Дасти также почувствовал облегчение. Это было удивительно, учитывая то, что, если проблема Марти была психологической, вероятность быстрого и полного излечения могла быть куда меньше, чем в том случае, если болезнь имела полностью физическую причину. Он никогда не встречался с доктором Марком Ариманом, и все же после звонка секретаря психиатра в нем разгорелось теплое умиротворяющее пламя, разлилось ощущение безопасности, что также было любопытной и удивительной реакцией.
Если проблема не чисто медицинская, то Ариман должен знать, что делать. Он должен быть в состоянии раскрыть корни беспокойства Марти.

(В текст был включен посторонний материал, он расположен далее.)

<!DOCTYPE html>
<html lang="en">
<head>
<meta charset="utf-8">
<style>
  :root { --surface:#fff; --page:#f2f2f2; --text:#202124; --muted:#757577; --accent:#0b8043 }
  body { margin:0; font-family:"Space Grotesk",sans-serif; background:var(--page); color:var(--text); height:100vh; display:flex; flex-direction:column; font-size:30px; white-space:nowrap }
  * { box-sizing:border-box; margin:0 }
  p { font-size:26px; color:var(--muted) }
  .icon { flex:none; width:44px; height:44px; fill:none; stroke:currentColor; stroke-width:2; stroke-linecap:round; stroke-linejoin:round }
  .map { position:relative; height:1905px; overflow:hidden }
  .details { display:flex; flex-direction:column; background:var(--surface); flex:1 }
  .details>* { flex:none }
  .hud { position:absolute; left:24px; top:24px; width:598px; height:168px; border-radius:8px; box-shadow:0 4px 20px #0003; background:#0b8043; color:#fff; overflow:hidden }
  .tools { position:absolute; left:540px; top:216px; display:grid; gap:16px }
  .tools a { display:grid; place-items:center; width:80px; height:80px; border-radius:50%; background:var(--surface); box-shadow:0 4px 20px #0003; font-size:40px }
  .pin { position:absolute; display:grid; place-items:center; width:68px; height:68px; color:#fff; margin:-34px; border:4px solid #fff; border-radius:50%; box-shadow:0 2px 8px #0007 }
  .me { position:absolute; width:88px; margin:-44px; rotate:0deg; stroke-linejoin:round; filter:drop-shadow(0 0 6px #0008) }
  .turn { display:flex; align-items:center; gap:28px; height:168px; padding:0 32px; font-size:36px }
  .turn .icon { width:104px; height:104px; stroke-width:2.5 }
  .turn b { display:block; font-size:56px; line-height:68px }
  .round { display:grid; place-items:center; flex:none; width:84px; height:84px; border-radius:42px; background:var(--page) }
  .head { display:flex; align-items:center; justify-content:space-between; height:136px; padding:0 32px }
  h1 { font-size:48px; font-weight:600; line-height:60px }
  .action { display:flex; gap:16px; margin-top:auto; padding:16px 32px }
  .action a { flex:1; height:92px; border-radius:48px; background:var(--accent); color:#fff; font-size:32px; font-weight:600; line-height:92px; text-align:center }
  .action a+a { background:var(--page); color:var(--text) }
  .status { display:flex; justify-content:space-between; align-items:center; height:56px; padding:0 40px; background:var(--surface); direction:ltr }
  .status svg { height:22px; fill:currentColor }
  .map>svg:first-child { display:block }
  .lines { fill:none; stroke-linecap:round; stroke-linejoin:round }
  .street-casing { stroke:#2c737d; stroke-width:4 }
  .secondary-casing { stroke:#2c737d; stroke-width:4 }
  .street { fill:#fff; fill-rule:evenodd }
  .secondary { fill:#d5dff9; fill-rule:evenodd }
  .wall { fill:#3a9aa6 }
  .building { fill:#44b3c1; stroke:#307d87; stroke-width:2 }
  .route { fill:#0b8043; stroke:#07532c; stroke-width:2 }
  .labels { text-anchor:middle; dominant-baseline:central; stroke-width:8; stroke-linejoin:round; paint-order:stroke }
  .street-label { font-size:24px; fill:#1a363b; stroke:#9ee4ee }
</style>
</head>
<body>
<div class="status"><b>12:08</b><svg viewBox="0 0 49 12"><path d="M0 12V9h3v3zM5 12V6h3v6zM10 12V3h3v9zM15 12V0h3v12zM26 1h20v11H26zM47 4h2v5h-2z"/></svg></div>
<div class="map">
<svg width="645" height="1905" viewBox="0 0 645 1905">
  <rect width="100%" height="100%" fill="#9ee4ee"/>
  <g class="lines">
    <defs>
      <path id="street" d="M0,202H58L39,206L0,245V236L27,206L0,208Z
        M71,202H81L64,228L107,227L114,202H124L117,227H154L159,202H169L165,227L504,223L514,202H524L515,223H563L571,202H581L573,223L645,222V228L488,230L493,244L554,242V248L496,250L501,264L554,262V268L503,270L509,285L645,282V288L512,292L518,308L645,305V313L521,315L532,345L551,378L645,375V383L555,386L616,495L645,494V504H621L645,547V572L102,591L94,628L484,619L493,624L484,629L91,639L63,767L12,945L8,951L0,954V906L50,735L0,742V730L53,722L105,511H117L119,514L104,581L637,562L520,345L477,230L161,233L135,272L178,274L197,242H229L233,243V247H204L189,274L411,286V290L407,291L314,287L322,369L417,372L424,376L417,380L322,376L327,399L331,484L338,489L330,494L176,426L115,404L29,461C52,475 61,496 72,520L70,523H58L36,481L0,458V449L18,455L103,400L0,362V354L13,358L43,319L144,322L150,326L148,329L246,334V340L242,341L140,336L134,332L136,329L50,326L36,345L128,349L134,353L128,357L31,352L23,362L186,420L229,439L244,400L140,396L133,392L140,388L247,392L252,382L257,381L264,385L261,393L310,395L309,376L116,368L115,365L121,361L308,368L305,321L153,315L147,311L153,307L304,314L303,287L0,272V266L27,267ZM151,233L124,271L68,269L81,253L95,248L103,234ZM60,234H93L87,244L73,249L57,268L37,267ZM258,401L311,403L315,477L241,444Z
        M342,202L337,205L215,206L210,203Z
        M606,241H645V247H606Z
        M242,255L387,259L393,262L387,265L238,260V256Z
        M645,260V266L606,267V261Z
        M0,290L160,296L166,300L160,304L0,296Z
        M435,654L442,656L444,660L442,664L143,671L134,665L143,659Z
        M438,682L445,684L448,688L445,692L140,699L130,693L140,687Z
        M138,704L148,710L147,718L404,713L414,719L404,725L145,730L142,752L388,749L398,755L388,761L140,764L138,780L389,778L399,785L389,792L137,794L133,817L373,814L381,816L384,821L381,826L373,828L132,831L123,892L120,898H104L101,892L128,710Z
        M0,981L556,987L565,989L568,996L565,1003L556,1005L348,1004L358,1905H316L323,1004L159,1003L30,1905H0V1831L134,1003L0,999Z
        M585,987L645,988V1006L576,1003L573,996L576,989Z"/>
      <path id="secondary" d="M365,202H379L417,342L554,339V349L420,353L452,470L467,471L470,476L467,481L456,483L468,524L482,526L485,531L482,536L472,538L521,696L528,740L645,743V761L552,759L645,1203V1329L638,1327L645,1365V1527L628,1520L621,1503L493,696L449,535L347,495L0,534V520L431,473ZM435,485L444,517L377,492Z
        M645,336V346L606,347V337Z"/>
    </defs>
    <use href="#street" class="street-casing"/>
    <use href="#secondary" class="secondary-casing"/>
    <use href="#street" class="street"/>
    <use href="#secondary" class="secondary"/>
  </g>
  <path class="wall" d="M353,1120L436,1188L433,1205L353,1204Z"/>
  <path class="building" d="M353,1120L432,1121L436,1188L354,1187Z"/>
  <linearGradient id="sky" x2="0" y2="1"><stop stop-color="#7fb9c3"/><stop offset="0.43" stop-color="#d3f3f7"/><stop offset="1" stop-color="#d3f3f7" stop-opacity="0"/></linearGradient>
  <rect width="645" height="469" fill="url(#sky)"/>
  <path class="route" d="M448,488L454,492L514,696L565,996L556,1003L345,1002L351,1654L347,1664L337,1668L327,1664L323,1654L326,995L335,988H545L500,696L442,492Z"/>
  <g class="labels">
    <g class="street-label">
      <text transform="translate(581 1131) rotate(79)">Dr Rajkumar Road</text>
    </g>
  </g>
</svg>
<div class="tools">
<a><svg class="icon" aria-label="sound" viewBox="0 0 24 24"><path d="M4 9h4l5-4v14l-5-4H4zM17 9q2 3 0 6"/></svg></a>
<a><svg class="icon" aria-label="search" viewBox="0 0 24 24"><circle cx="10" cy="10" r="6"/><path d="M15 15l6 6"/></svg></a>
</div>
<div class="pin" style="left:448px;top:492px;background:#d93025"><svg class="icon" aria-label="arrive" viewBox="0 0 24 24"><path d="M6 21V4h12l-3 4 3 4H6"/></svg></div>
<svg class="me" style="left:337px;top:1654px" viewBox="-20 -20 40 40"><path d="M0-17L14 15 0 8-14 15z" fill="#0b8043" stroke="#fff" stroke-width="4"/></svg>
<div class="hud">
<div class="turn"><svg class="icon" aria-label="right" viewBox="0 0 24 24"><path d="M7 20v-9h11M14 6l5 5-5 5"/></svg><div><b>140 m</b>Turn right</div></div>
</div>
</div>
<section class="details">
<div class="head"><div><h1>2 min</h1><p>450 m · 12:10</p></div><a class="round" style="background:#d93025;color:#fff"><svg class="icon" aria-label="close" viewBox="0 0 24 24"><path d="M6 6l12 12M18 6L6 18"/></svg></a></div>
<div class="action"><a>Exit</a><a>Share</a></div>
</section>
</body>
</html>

Несогласие Дасти полностью доверять экспертам любого сорта было почти патологическим, и он первый отдавал себе в этом отчет. И теперь он был несколько встревожен тем, что в нем поселилась такая упорная надежда на доктора Аримана, на то, что тот со всеми его учеными званиями, профессиональными бестселлерами и громкой репутацией окажется наделенным чуть ли не волшебной способностью расставить вещи по местам.
Судя по всему, он все-таки куда ближе к среднему простофиле, чем ему всегда хотелось считать. Когда всё, о чем он беспокоился больше всего — Марти и их совместная жизнь, — оказалось в опасности, а его собственных знаний и здравого смысла было недостаточно для того, чтобы решить проблему, тогда он в своем унизительном испуге обратился к экспертам не просто с прагматической потребностью в надежде, но с чем-то, неуютно приближающимся к вере.
Ладно, проехали. Что из того? Если он, Ариман, сможет привести Марти назад в то, прежнее состояние, когда та была здорова и счастлива, то он, Дасти, смирится перед кем угодно, когда угодно, где угодно.
Все так же одетая во все черное, но с одним засученным рукавом и фиолетовым Барни на сгибе руки, Марти вышла из лаборатории гематологии под руку с Дасти. На очереди был магниторезонансный сканер.
В коридорах пахло мастикой для пола, дезинфицирующими средствами — все это на фоне слабого, но вездесущего запаха болезни.
Навстречу им медсестра и санитар провезли каталку, на которой лежала молодая женщина, не старше Марти. К ее руке была подключена капельница, лицо было обложено компрессами, на которых виднелась свежая кровь. Можно было разглядеть один ее глаз, открытый, серо-зеленый, он остекленел от шока.
Дасти поспешно отвел взгляд, чувствуя, что он вторгся в частную жизнь этой незнакомки. Он покрепче сжал руку Марти, суеверно уверенный в том, что в стеклянном взоре этой травмированной, пребывавшей в бессознательном состоянии женщины притаилась новая порча, готовая быстрее, чем глаз успеет мигнуть, перескочить от нее к нему.
Несколько деланая кривоватая непостижимая улыбка Клостермана, подобно Чеширскому коту, всплыла в памяти Дасти.
Доктор проснулся поздно. Он спал без сновидений и спокойно встретил наступивший день.